After an expedition to the Algerian erg (a “sand sea”), the researchers combined field measurements with aerodynamic calculations to model the interaction between the desert floor and the atmosphere. They discovered that there exists a correlation between the separation of dunes and the height of the overlying atmospheric boundary layer — the part of the atmosphere that interacts directly with the Earth’s surface (Nature 457 1120).

“This study is fundamental: in principle our findings apply to all sandy deserts where the amount of sand available for transport by the wind is sufficiently large,” said Philippe Claudin, one of the researchers at the Laboratoire de Physique et Mecanique in Paris.

Learning from the river

The calming sight of evenly spaced dunes along a river bed is in fact the result of rough bed topography. Inconsistencies in the river bed cause turbulence in the water — leading surface waves — which in turn stabilize the water flow along the river bed. The result is a controlled repetition of “waves” in the river silt where the wavelength is directly proportional to the depth of the river.

According to Claudin and his colleagues, calculations reveal a similar process takes place in desert environments.
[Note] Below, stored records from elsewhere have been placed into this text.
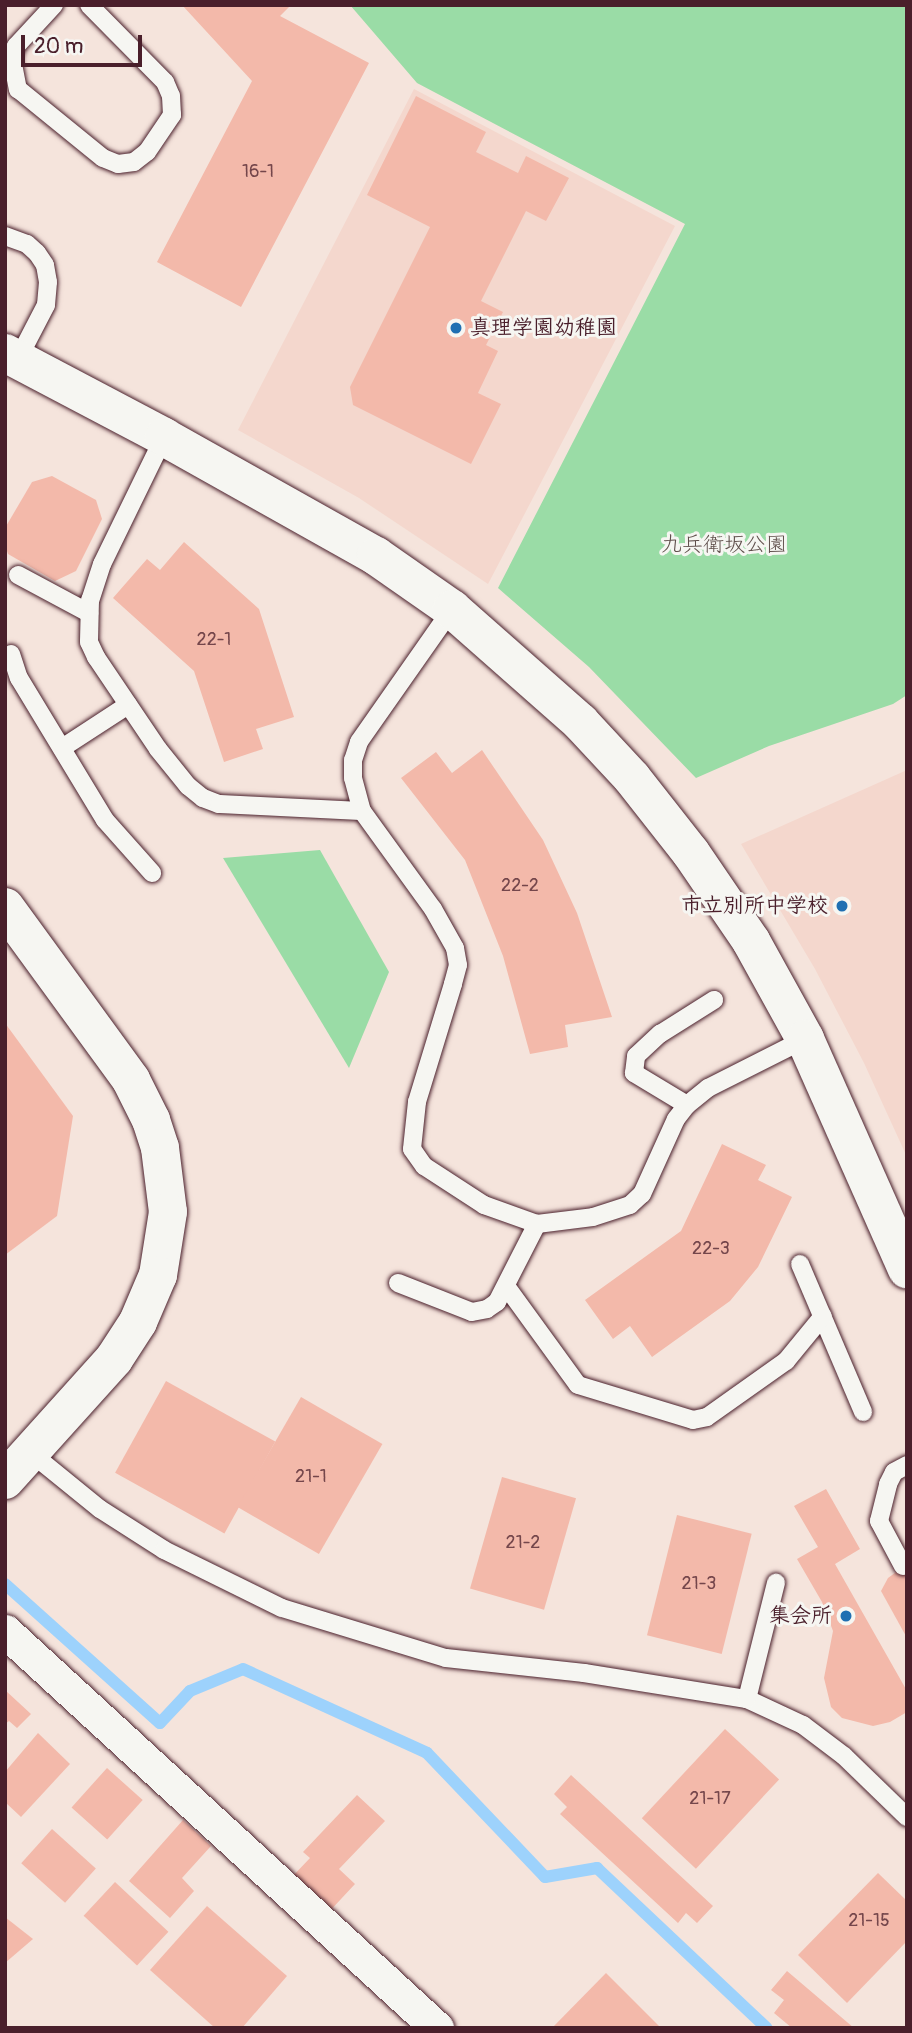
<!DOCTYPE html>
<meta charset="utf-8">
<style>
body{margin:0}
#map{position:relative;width:912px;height:2033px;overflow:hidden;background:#f5e4dc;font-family:Pangolin,"Klee One",sans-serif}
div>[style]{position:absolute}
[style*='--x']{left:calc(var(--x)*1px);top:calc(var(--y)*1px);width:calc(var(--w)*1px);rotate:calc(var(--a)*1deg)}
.built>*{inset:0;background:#f4d7cd}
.green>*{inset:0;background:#9adca6}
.stream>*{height:12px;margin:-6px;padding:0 6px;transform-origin:6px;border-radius:6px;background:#9dd2fc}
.building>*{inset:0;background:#f3b9aa;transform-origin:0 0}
.roads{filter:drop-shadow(0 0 2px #4a1f2b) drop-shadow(0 0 2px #4a1f2b)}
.service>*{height:18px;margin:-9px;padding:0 9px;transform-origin:9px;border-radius:9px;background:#f6f6f2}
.minor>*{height:33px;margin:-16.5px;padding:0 16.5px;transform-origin:16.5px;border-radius:16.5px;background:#f6f6f2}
.tertiary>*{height:38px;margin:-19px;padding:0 19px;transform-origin:19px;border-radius:19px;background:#f6f6f2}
.dots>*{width:19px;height:19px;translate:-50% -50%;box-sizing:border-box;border:4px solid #f6f6f2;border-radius:50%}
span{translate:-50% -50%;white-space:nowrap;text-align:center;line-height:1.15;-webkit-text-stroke:6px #f6f6f2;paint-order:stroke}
.number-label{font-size:18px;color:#74464b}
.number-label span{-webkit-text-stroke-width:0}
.poi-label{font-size:21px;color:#4a1f2b;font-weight:700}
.left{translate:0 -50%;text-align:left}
.right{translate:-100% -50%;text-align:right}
.park-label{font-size:21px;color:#5e4e4a}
.frame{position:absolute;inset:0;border:7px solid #4a1f2b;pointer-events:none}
.scale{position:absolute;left:21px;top:35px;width:121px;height:32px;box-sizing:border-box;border:4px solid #4a1f2b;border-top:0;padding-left:9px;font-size:21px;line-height:24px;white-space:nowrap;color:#4a1f2b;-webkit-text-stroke:5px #f6f6f2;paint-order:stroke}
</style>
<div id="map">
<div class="built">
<i style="clip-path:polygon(414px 89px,675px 226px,488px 584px,359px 498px,238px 430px)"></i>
<i style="clip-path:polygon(907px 770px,907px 1157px,864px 1063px,815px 969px,741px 844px)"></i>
</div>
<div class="green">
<i style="clip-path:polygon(350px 5px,907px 5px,907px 695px,893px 704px,769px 746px,696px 778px,589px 667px,498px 588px,685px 224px,417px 83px)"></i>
<i style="clip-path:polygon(320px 850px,389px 972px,349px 1068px,223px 858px)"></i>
</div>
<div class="stream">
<i style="--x:5;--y:1584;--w:208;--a:41.9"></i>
<i style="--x:160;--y:1723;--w:44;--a:-46.8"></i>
<i style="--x:190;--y:1691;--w:57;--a:-22.5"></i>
<i style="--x:243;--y:1669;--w:202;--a:24.5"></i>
<i style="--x:427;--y:1753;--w:171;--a:46.4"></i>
<i style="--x:545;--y:1877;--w:53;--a:-9.8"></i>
<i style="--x:597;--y:1868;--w:233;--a:43.3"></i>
</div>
<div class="building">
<i style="clip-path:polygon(182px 5px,291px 5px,280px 16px,369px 63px,241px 307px,157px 262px,252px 81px)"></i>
<i style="clip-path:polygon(416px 96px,486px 132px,476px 152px,518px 173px,526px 156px,569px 178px,546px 221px,526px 211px,481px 301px,503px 312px,486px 345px,498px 351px,478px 393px,501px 404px,471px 464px,353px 405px,350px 387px,430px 227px,367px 195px)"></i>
<i style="clip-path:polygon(52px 476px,96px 500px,102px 519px,76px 571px,55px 581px,8px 554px,5px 545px,5px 528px,32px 482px)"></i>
<i style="clip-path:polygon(184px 542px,259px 609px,294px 717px,256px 729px,263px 749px,224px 762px,194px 671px,113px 598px,147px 559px,160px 570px)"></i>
<i style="clip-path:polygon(482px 750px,543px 840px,577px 913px,612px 1017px,565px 1025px,568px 1047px,530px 1054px,503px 956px,465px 860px,401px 778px,436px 752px,452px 773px)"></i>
<i style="clip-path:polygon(5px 1023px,73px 1116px,57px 1216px,5px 1255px)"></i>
<i style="clip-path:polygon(722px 1144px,766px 1165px,758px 1180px,792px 1197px,758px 1267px,730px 1301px,652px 1357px,630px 1326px,613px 1339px,585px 1300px,681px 1231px)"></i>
<i style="left:166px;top:1381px;width:125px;height:105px;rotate:29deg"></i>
<i style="left:301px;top:1397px;width:94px;height:127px;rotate:30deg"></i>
<i style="left:502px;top:1477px;width:77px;height:116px;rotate:16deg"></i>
<i style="clip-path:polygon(826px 1489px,860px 1549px,835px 1564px,907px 1691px,907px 1712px,890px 1722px,873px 1726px,842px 1718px,831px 1707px,824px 1678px,833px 1631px,822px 1602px,797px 1559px,818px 1547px,794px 1506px)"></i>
<i style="left:677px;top:1515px;width:77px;height:124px;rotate:14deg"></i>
<i style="clip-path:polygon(907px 1564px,907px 1638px,881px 1591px,888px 1578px)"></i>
<i style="clip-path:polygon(5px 1690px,31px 1714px,17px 1728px,9px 1721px,5px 1724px)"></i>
<i style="left:725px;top:1729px;width:74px;height:122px;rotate:43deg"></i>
<i style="clip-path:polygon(38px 1733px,70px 1764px,21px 1817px,5px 1802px,5px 1772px)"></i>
<i style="left:107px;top:1768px;width:48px;height:53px;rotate:42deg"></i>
<i style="clip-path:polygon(571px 1775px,713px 1906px,697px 1923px,686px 1913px,678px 1923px,560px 1814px,567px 1807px,554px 1794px)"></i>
<i style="clip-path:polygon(357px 1795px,385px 1821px,339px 1869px,355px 1884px,327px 1914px,290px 1879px,310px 1858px,303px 1852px)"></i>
<i style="clip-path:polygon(183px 1820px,211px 1846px,182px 1878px,194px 1891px,170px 1918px,129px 1881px)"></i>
<i style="left:52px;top:1829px;width:59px;height:46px;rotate:42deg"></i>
<i style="clip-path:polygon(878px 1873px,907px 1901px,907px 1941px,847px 2003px,798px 1955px)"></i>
<i style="left:115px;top:1882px;width:73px;height:46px;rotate:43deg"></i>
<i style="clip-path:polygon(207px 1906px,287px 1976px,242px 2028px,215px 2028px,150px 1970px)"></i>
<i style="clip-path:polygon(5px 1917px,33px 1939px,5px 1963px)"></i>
<i style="clip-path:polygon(787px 1971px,854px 2028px,792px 2028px,774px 2013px,784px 2000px,771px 1990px)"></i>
<i style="clip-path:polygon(606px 1973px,661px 2028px,552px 2028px)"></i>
</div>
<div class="roads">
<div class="service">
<i style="--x:54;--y:5;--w:56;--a:132.8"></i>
<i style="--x:16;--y:46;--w:14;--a:107"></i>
<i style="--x:12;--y:59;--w:31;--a:79"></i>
<i style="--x:18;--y:89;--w:109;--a:39.1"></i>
<i style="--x:103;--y:158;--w:16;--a:22"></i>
<i style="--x:118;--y:164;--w:16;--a:-7"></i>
<i style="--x:134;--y:162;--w:16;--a:-38"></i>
<i style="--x:147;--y:152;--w:45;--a:-56"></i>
<i style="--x:172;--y:115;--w:19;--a:-93"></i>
<i style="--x:171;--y:96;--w:15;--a:-113"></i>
<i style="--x:165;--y:82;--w:108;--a:-134.6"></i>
<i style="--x:5;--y:236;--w:23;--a:20"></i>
<i style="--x:27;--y:244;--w:13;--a:42"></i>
<i style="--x:37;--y:253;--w:14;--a:56"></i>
<i style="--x:45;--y:265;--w:17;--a:80"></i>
<i style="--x:48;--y:282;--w:23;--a:95"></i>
<i style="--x:46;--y:305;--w:61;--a:117.4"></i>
<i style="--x:164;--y:437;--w:141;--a:116"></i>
<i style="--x:102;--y:564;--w:38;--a:108"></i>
<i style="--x:90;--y:600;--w:42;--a:91.4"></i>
<i style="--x:89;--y:642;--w:17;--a:65"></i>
<i style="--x:96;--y:657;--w:111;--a:56"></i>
<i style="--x:158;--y:749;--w:48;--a:51"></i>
<i style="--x:188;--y:786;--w:19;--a:39"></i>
<i style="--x:203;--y:798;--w:17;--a:21"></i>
<i style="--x:219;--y:804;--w:143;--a:2.8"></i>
<i style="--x:18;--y:575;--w:81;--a:28.2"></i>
<i style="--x:452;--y:609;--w:162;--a:125"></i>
<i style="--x:359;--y:742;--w:19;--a:108"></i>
<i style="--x:353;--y:760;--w:18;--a:90"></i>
<i style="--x:353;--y:778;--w:34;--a:75"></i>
<i style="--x:362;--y:811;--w:121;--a:54.1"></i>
<i style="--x:433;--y:909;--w:45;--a:60.6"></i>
<i style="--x:455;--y:948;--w:17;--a:80"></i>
<i style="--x:458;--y:965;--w:20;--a:105"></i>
<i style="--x:453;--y:984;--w:123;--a:107"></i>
<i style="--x:417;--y:1102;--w:47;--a:96.1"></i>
<i style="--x:412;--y:1149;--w:21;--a:55"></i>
<i style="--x:424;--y:1166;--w:72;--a:33"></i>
<i style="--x:484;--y:1205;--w:56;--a:19.7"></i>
<i style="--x:537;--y:1224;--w:56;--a:-7.1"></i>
<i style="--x:593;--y:1217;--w:39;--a:-18"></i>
<i style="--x:630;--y:1205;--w:16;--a:-43"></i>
<i style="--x:642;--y:1194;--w:82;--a:-65.6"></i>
<i style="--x:676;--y:1119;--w:18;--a:-52"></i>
<i style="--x:687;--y:1105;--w:27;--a:-39"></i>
<i style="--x:708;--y:1088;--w:109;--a:-26.8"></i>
<i style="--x:11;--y:654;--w:25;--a:72"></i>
<i style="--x:19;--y:678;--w:166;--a:58.8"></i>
<i style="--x:105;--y:820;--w:71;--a:48.4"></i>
<i style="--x:62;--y:748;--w:79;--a:-33.1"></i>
<i style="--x:687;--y:1105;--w:62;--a:-148.9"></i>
<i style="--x:634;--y:1073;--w:17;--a:-83"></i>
<i style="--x:636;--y:1056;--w:33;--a:-43"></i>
<i style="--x:660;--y:1034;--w:64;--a:-32.2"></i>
<i style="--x:800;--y:1264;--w:161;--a:66.9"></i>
<i style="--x:398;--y:1283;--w:79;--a:21.4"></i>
<i style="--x:472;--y:1312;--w:15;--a:-11"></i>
<i style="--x:487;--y:1309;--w:12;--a:-35"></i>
<i style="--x:497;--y:1302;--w:88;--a:-62.9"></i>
<i style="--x:506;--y:1286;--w:122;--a:54"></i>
<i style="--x:578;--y:1385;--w:120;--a:16.9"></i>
<i style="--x:693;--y:1420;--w:14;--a:-12"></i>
<i style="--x:707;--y:1417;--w:97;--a:-35.3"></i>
<i style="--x:786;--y:1361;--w:58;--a:-50.6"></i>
<i style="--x:31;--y:1453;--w:89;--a:39.1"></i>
<i style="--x:100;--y:1509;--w:76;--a:32.6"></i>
<i style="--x:164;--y:1550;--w:131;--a:26.2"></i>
<i style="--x:282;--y:1608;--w:171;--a:17"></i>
<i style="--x:446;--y:1658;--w:139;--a:6.2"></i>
<i style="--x:584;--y:1673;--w:165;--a:9.1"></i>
<i style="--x:747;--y:1699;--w:62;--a:24.9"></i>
<i style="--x:803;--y:1725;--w:51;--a:37.1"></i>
<i style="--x:844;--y:1756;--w:88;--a:44.1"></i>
<i style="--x:903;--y:1566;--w:51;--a:-118.1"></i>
<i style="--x:879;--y:1521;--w:38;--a:-76"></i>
<i style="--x:888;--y:1484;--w:13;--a:-63"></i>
<i style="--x:894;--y:1472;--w:15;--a:-28"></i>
<i style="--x:747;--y:1699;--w:120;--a:-76"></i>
</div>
<div class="minor">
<i style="--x:5;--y:1631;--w:587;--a:42.58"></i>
</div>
<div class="tertiary">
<i style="--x:5;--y:353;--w:180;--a:27.8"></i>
<i style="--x:164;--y:437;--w:243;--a:29.3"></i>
<i style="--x:376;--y:556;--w:93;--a:34.9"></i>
<i style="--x:452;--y:609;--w:171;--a:41.4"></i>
<i style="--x:580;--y:722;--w:76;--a:47.1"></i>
<i style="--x:632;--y:778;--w:95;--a:51.8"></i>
<i style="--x:691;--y:853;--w:107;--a:55.7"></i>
<i style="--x:751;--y:941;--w:112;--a:61.1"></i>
<i style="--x:805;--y:1039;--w:252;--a:66.1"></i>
<i style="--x:5;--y:907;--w:214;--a:53.9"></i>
<i style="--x:131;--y:1080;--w:45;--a:63.4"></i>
<i style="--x:151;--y:1120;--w:29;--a:72"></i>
<i style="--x:160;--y:1148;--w:64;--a:82.9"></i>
<i style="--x:168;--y:1212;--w:64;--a:99"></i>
<i style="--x:158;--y:1275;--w:51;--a:113.1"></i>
<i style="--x:138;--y:1322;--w:44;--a:123"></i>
<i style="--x:114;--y:1359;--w:163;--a:132"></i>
</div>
</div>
<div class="dots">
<i style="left:456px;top:328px;background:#1f6fb2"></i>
<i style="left:842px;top:906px;background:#1f6fb2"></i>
<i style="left:846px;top:1616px;background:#1f6fb2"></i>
</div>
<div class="number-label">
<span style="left:258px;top:172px">16-1</span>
<span style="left:214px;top:640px">22-1</span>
<span style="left:520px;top:886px">22-2</span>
<span style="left:711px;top:1249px">22-3</span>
<span style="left:311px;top:1477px">21-1</span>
<span style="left:523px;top:1543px">21-2</span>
<span style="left:699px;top:1584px">21-3</span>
<span style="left:710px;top:1799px">21-17</span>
<span style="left:869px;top:1921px">21-15</span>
</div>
<div class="poi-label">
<span class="left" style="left:470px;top:328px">真理学園幼稚園</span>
<span class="right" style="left:828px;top:906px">市立別所中学校</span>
<span class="right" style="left:832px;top:1616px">集会所</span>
</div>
<div class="park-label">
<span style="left:724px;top:545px">九兵衛坂公園</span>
</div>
<div class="frame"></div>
<div class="scale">20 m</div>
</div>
Here, instead of a river surface, it is the ABL that acts as a stabilizer for “waves” in the desert — the thicker the ABL the larger the distance between neighbouring giant dunes.

Comparing dune separation from deserts around the world with the overlying ABL thickness, the researchers explained the range of mean spacing of 300 m in coastal terrestrial desserts to 3.5 km inland. Also, contrary to previous theories, the researchers report that giant dunes do not grow in a steady manner but result from the non-linear interaction of small dunes.

A complete picture?

“This study does a lot to convince that the overall stabilizing influence of the free atmosphere plays indeed a central role for limiting the size of giant dunes,” said Eric Partelli, a sand dune researcher at the University of Stuttgart.

Other researchers were less certain of the completeness of this theory. “The proposed mechanism is very appealing, but I think they could now calculate the time evolution and compare the final shape of the dunes with real world measurements,” said Hans Herrmann a researcher of Granular Matter at the University of Zurich.

Claudin told physicsworld.com that his team now plans to investigate specific dune fields in more detail. “We will start to look at dunes of all scales in order to go beyond the scale issue.”